WORK REQUIRED
Starting with the line containing "function stroke(path, color, width, dash)" and going on through the line containing "c.font = font", return the lines of the data below exactly, and only those.

SUPPLIED DATA
Segment Open
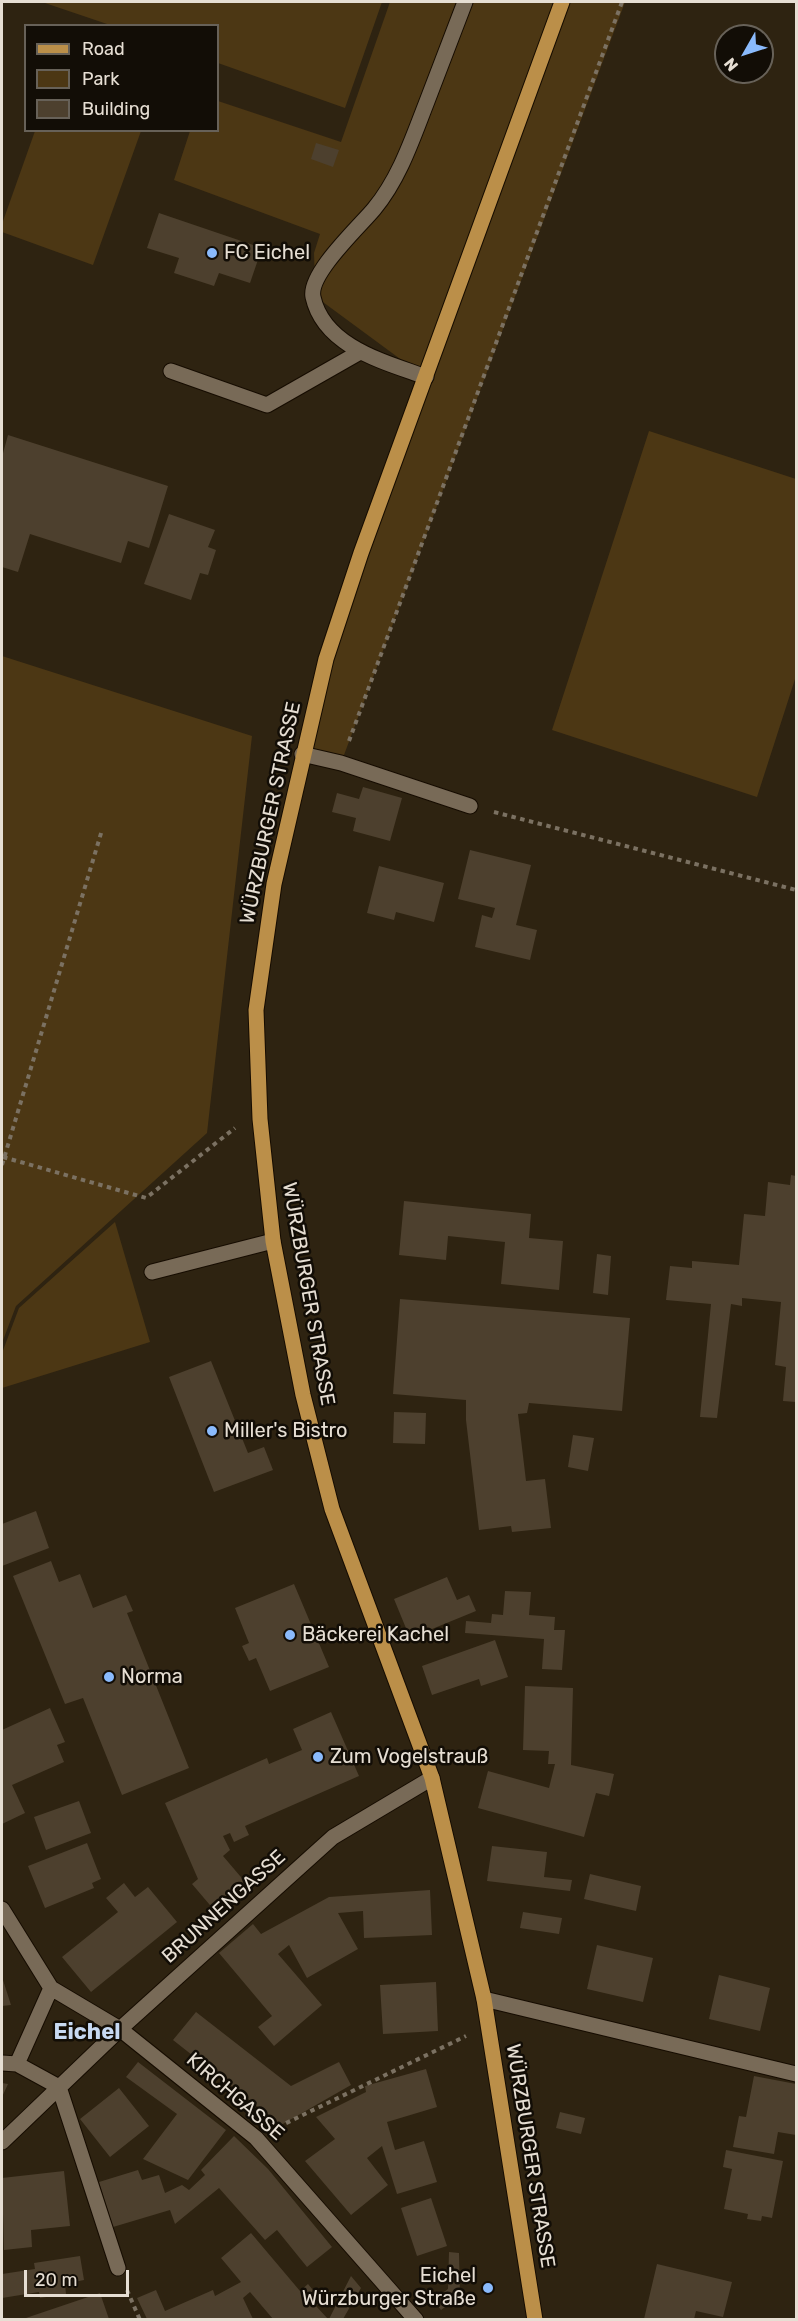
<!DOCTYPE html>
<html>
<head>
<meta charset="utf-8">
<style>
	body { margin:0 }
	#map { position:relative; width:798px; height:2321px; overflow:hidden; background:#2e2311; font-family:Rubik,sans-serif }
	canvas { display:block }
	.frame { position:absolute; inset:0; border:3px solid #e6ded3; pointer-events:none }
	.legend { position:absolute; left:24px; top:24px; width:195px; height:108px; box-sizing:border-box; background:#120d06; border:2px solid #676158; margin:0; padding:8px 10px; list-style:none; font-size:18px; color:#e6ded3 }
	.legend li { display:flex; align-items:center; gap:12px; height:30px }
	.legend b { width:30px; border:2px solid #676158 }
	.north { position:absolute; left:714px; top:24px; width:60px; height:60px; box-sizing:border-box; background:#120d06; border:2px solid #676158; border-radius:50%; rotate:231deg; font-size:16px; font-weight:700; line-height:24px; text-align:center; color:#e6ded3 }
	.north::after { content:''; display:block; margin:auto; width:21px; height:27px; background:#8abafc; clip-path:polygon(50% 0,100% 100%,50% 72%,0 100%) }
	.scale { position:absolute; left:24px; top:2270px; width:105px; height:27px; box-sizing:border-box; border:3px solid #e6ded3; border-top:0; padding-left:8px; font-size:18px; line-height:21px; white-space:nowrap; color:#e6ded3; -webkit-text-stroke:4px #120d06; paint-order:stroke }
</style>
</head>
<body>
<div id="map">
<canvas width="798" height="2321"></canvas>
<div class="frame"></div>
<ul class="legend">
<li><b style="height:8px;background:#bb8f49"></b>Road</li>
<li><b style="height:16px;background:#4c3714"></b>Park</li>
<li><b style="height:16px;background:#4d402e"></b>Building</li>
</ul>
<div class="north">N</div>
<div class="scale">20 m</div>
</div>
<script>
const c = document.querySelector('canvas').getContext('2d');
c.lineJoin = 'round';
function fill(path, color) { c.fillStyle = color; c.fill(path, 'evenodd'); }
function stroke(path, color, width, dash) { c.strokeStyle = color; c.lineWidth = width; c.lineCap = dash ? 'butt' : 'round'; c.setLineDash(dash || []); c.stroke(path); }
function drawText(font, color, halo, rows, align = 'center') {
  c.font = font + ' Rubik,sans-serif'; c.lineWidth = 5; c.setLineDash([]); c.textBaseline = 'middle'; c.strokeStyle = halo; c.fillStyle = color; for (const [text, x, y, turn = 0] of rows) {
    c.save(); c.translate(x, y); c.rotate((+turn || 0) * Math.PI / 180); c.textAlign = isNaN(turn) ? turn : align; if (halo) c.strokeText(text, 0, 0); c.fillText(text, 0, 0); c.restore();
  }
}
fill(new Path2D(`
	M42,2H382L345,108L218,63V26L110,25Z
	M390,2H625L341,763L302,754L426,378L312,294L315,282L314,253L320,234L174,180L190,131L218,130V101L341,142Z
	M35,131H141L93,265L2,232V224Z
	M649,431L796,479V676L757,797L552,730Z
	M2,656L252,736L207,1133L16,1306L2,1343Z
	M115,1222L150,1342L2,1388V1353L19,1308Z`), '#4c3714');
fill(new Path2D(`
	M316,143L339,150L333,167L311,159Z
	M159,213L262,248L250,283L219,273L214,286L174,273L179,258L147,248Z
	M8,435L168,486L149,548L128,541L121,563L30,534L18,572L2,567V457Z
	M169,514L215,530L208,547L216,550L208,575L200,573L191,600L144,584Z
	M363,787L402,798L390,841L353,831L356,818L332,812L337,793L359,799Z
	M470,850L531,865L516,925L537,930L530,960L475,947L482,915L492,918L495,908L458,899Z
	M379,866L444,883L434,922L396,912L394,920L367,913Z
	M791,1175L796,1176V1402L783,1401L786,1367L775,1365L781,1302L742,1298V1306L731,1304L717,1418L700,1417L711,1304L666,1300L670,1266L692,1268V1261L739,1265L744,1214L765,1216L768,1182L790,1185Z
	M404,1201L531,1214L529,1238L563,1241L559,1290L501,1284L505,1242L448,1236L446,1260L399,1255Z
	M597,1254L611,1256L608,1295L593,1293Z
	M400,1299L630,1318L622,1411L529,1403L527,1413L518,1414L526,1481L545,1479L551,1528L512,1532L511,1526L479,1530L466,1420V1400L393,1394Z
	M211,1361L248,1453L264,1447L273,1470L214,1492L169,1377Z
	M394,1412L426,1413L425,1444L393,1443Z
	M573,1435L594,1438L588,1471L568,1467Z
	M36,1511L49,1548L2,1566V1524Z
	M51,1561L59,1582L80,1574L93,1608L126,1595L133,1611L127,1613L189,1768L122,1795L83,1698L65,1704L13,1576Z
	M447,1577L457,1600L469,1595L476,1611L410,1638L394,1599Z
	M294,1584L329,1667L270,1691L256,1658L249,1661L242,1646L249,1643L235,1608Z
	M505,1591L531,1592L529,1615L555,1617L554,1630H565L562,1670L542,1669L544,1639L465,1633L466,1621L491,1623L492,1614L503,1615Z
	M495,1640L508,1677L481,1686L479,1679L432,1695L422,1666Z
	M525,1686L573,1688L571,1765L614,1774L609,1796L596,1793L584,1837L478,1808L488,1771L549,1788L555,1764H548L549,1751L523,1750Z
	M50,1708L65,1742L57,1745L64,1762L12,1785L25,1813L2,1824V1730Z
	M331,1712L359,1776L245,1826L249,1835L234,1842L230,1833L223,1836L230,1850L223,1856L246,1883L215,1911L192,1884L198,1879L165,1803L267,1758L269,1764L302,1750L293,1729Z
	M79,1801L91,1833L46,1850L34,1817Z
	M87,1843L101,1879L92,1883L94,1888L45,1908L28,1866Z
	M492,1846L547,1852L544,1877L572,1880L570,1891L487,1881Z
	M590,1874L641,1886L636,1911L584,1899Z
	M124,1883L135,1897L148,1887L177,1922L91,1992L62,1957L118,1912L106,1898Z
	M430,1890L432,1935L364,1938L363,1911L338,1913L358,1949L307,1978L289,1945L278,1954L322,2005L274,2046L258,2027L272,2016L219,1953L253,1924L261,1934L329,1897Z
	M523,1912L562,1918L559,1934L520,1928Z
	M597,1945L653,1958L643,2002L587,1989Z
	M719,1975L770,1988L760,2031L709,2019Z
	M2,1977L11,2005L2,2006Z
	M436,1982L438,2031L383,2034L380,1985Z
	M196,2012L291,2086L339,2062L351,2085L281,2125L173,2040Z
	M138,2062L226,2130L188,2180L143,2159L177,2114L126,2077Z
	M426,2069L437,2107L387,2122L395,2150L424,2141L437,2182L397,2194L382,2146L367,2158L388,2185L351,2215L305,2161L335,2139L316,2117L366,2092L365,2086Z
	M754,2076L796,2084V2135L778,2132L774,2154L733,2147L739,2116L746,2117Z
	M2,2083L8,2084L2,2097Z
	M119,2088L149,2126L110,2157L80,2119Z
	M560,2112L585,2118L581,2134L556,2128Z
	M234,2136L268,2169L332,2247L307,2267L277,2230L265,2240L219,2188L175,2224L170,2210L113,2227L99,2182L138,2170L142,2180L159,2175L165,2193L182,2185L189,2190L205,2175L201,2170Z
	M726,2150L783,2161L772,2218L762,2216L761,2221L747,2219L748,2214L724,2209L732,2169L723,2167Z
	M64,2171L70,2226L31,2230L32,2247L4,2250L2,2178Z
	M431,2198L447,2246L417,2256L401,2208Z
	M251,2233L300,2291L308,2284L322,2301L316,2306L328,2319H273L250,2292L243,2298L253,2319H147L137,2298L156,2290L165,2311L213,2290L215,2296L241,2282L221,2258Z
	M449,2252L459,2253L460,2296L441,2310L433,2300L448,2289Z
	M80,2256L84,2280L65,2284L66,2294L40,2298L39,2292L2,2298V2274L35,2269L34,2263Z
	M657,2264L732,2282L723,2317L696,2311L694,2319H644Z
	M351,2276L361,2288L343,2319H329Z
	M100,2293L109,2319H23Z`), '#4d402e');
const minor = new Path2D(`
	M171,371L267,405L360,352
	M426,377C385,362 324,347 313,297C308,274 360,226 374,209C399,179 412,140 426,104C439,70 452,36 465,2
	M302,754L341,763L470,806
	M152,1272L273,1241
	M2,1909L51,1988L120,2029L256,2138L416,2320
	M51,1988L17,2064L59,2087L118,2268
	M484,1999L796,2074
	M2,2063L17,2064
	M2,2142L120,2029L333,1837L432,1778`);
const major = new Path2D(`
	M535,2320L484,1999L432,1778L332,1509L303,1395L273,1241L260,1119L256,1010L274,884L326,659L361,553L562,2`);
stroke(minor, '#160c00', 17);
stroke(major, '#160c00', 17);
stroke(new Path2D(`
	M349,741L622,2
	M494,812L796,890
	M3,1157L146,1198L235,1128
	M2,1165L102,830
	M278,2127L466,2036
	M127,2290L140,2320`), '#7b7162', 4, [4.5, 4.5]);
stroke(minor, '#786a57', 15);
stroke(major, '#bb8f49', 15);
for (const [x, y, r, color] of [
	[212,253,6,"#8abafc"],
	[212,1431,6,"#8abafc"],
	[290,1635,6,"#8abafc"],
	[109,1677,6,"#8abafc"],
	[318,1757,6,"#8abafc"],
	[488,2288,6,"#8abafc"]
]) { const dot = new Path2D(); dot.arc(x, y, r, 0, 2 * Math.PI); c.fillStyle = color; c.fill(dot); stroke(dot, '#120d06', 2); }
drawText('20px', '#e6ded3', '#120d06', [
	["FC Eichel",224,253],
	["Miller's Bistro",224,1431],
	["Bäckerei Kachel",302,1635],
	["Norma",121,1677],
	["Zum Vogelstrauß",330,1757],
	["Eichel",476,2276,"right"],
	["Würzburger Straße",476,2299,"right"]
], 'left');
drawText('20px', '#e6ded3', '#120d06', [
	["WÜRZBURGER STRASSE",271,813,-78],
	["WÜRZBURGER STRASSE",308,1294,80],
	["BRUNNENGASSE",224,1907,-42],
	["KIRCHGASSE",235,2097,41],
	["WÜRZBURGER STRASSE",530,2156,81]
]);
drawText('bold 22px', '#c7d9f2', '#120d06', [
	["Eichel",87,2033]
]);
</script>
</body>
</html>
Segment Closed
ANSWER SECTION
function stroke(path, color, width, dash) { c.strokeStyle = color; c.lineWidth = width; c.lineCap = dash ? 'butt' : 'round'; c.setLineDash(dash || []); c.stroke(path); }
function drawText(font, color, halo, rows, align = 'center') {
  c.font = font + ' Rubik,sans-serif'; c.lineWidth = 5; c.setLineDash([]); c.textBaseline = 'middle'; c.strokeStyle = halo; c.fillStyle = color; for (const [text, x, y, turn = 0] of rows) {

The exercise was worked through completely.